Stored items:
---

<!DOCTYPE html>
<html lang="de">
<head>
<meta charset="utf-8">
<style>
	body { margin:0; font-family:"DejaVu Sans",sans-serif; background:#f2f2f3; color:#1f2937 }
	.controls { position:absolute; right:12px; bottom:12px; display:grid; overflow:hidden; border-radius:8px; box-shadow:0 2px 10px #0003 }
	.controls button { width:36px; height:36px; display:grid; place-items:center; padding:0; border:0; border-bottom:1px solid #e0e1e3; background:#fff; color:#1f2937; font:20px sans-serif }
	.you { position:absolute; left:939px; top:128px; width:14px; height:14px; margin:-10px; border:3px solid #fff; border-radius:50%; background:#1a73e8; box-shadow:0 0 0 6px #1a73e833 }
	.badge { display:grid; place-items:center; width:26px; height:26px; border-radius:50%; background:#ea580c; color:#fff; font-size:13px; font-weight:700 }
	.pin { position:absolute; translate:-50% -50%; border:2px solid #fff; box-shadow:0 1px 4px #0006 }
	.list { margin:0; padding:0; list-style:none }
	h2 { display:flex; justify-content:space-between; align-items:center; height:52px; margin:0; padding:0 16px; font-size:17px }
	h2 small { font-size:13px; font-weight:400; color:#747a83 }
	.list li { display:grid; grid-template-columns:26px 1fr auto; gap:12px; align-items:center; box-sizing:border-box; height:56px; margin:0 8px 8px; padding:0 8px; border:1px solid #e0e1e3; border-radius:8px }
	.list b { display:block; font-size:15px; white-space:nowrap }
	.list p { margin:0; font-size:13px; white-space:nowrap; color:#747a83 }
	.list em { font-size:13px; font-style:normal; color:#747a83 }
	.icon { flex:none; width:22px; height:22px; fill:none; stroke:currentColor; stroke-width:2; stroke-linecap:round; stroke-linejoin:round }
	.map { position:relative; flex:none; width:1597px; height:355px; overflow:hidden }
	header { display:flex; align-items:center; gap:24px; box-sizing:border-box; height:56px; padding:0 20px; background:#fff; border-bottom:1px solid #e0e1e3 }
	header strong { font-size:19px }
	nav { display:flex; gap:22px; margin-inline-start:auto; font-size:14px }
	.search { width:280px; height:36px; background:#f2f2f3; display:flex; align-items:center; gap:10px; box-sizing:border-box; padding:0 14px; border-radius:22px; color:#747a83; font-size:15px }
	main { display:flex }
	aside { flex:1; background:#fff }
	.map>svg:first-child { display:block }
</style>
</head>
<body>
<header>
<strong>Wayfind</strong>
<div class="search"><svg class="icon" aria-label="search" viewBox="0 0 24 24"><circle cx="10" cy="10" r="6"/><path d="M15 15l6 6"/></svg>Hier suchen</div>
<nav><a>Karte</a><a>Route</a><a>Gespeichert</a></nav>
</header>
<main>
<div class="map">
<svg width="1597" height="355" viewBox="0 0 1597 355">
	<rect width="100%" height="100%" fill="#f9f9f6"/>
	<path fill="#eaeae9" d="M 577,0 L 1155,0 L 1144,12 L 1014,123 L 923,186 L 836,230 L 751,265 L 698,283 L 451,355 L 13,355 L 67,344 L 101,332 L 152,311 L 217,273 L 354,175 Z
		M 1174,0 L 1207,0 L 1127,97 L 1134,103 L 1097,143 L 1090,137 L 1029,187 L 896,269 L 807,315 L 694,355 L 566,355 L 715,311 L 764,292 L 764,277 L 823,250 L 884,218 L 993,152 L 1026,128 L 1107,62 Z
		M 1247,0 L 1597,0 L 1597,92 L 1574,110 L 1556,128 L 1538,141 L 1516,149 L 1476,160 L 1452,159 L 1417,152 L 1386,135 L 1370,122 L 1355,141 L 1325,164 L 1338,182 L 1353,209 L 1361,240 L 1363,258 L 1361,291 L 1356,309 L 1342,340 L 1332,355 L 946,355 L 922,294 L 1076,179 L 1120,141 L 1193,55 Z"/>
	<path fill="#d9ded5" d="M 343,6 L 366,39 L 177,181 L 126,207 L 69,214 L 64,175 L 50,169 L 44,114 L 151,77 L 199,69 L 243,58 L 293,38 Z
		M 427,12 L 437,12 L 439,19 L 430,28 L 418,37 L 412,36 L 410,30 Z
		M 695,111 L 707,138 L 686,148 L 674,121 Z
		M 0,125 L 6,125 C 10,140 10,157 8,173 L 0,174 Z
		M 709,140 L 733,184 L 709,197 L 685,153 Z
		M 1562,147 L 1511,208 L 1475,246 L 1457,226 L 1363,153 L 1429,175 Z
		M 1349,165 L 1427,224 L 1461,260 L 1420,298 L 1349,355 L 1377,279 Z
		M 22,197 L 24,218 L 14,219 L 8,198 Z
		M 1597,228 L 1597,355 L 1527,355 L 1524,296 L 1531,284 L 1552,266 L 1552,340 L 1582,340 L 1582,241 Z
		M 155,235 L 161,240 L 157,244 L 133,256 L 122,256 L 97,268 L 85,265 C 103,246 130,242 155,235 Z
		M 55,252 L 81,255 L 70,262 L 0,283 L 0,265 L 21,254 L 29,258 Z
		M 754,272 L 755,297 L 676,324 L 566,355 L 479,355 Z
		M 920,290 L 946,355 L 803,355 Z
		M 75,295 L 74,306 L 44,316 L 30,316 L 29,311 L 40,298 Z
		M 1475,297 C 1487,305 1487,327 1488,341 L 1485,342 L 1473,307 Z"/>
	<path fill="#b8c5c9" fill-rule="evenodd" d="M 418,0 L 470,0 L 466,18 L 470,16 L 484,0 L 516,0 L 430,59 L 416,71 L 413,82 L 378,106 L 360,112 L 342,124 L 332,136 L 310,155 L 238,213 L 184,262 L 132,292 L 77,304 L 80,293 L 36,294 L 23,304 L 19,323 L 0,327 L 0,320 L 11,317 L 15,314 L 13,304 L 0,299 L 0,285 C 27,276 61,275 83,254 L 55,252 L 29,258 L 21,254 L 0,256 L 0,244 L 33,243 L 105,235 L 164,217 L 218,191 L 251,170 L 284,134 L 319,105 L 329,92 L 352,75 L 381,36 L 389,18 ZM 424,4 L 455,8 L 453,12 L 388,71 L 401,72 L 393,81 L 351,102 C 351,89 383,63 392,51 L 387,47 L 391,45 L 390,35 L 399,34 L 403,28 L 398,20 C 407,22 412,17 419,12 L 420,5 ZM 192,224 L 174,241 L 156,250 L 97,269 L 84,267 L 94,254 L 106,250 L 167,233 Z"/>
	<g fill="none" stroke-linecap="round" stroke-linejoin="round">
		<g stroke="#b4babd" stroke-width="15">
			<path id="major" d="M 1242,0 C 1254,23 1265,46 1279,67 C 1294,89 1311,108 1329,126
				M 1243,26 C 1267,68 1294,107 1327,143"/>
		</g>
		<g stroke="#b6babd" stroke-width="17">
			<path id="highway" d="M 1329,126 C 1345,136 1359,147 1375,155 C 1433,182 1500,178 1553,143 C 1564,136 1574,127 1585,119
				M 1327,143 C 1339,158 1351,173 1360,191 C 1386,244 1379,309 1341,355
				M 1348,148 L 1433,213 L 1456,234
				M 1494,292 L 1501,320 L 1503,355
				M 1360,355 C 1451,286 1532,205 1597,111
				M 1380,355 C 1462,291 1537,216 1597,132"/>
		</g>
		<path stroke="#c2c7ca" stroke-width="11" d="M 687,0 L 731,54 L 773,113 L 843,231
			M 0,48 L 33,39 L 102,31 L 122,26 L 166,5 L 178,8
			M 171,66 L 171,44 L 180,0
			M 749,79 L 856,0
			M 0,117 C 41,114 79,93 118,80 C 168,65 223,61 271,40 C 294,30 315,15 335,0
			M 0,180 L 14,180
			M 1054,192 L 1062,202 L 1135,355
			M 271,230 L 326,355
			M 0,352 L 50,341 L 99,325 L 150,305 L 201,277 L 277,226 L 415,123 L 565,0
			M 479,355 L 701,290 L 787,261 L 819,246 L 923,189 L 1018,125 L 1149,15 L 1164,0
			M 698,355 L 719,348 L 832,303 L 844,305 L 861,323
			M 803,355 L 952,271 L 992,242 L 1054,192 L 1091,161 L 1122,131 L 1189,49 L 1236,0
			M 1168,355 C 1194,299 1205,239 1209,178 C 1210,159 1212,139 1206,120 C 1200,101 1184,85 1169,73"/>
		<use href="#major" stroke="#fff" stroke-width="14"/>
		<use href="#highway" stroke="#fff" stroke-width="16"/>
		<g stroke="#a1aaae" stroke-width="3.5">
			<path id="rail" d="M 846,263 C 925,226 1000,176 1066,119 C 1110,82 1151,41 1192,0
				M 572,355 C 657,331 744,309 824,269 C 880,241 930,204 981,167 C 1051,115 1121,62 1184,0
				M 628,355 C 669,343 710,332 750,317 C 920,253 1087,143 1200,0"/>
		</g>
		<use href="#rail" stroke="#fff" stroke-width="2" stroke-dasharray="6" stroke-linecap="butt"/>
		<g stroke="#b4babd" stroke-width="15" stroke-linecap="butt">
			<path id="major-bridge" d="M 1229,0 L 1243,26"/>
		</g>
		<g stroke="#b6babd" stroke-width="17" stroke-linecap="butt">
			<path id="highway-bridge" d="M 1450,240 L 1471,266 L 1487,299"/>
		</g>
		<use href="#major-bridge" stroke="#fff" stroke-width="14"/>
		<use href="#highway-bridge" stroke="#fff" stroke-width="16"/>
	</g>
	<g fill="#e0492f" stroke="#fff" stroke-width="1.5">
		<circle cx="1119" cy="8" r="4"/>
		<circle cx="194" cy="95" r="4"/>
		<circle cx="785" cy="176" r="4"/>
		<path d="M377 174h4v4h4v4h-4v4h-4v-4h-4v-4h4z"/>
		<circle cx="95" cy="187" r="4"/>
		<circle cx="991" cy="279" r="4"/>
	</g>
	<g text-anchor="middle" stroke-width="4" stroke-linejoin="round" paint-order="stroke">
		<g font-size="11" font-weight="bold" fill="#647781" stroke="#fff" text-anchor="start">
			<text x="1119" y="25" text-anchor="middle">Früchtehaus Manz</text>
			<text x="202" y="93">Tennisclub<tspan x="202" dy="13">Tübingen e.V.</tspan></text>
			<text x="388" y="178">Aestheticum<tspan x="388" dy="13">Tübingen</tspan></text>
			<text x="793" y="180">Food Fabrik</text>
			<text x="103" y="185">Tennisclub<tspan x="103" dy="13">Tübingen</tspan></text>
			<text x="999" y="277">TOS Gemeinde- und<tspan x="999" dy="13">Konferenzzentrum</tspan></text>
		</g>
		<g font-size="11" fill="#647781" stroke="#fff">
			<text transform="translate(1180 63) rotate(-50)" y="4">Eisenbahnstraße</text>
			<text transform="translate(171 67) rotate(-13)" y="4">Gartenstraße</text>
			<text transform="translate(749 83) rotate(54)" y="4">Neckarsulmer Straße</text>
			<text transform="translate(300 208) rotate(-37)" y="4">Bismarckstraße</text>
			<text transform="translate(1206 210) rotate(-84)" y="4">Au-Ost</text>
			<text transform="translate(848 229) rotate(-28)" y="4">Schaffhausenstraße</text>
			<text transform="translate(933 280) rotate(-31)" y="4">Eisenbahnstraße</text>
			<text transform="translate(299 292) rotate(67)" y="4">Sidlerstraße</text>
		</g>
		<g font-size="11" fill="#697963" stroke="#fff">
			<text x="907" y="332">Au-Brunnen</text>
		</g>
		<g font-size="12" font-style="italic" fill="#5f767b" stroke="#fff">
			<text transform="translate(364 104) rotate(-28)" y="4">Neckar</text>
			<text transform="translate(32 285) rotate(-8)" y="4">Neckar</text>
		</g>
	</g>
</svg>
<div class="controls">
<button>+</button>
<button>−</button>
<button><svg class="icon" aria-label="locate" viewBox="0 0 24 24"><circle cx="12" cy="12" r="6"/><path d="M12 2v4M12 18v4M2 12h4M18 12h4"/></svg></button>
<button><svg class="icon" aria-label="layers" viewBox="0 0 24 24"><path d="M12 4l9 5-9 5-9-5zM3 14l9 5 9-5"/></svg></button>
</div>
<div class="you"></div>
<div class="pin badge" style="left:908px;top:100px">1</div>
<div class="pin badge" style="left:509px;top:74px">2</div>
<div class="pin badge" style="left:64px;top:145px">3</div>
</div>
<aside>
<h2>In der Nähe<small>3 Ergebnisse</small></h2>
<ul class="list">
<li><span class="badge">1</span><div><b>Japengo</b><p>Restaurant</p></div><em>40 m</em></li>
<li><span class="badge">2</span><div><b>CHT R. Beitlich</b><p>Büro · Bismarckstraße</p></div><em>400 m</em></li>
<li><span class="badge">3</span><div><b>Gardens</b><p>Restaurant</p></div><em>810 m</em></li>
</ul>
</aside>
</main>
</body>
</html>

---

Task details:
Extract exactly and only the lines above from the line containing "M 22,197 L 24,218 L 14,219 L 8,198 Z" through the line containing "M 271,230 L 326,355", both end lines included.

Result for this task:
		M 22,197 L 24,218 L 14,219 L 8,198 Z
		M 1597,228 L 1597,355 L 1527,355 L 1524,296 L 1531,284 L 1552,266 L 1552,340 L 1582,340 L 1582,241 Z
		M 155,235 L 161,240 L 157,244 L 133,256 L 122,256 L 97,268 L 85,265 C 103,246 130,242 155,235 Z
		M 55,252 L 81,255 L 70,262 L 0,283 L 0,265 L 21,254 L 29,258 Z
		M 754,272 L 755,297 L 676,324 L 566,355 L 479,355 Z
		M 920,290 L 946,355 L 803,355 Z
		M 75,295 L 74,306 L 44,316 L 30,316 L 29,311 L 40,298 Z
		M 1475,297 C 1487,305 1487,327 1488,341 L 1485,342 L 1473,307 Z"/>
	<path fill="#b8c5c9" fill-rule="evenodd" d="M 418,0 L 470,0 L 466,18 L 470,16 L 484,0 L 516,0 L 430,59 L 416,71 L 413,82 L 378,106 L 360,112 L 342,124 L 332,136 L 310,155 L 238,213 L 184,262 L 132,292 L 77,304 L 80,293 L 36,294 L 23,304 L 19,323 L 0,327 L 0,320 L 11,317 L 15,314 L 13,304 L 0,299 L 0,285 C 27,276 61,275 83,254 L 55,252 L 29,258 L 21,254 L 0,256 L 0,244 L 33,243 L 105,235 L 164,217 L 218,191 L 251,170 L 284,134 L 319,105 L 329,92 L 352,75 L 381,36 L 389,18 ZM 424,4 L 455,8 L 453,12 L 388,71 L 401,72 L 393,81 L 351,102 C 351,89 383,63 392,51 L 387,47 L 391,45 L 390,35 L 399,34 L 403,28 L 398,20 C 407,22 412,17 419,12 L 420,5 ZM 192,224 L 174,241 L 156,250 L 97,269 L 84,267 L 94,254 L 106,250 L 167,233 Z"/>
	<g fill="none" stroke-linecap="round" stroke-linejoin="round">
		<g stroke="#b4babd" stroke-width="15">
			<path id="major" d="M 1242,0 C 1254,23 1265,46 1279,67 C 1294,89 1311,108 1329,126
				M 1243,26 C 1267,68 1294,107 1327,143"/>
		</g>
		<g stroke="#b6babd" stroke-width="17">
			<path id="highway" d="M 1329,126 C 1345,136 1359,147 1375,155 C 1433,182 1500,178 1553,143 C 1564,136 1574,127 1585,119
				M 1327,143 C 1339,158 1351,173 1360,191 C 1386,244 1379,309 1341,355
				M 1348,148 L 1433,213 L 1456,234
				M 1494,292 L 1501,320 L 1503,355
				M 1360,355 C 1451,286 1532,205 1597,111
				M 1380,355 C 1462,291 1537,216 1597,132"/>
		</g>
		<path stroke="#c2c7ca" stroke-width="11" d="M 687,0 L 731,54 L 773,113 L 843,231
			M 0,48 L 33,39 L 102,31 L 122,26 L 166,5 L 178,8
			M 171,66 L 171,44 L 180,0
			M 749,79 L 856,0
			M 0,117 C 41,114 79,93 118,80 C 168,65 223,61 271,40 C 294,30 315,15 335,0
			M 0,180 L 14,180
			M 1054,192 L 1062,202 L 1135,355
			M 271,230 L 326,355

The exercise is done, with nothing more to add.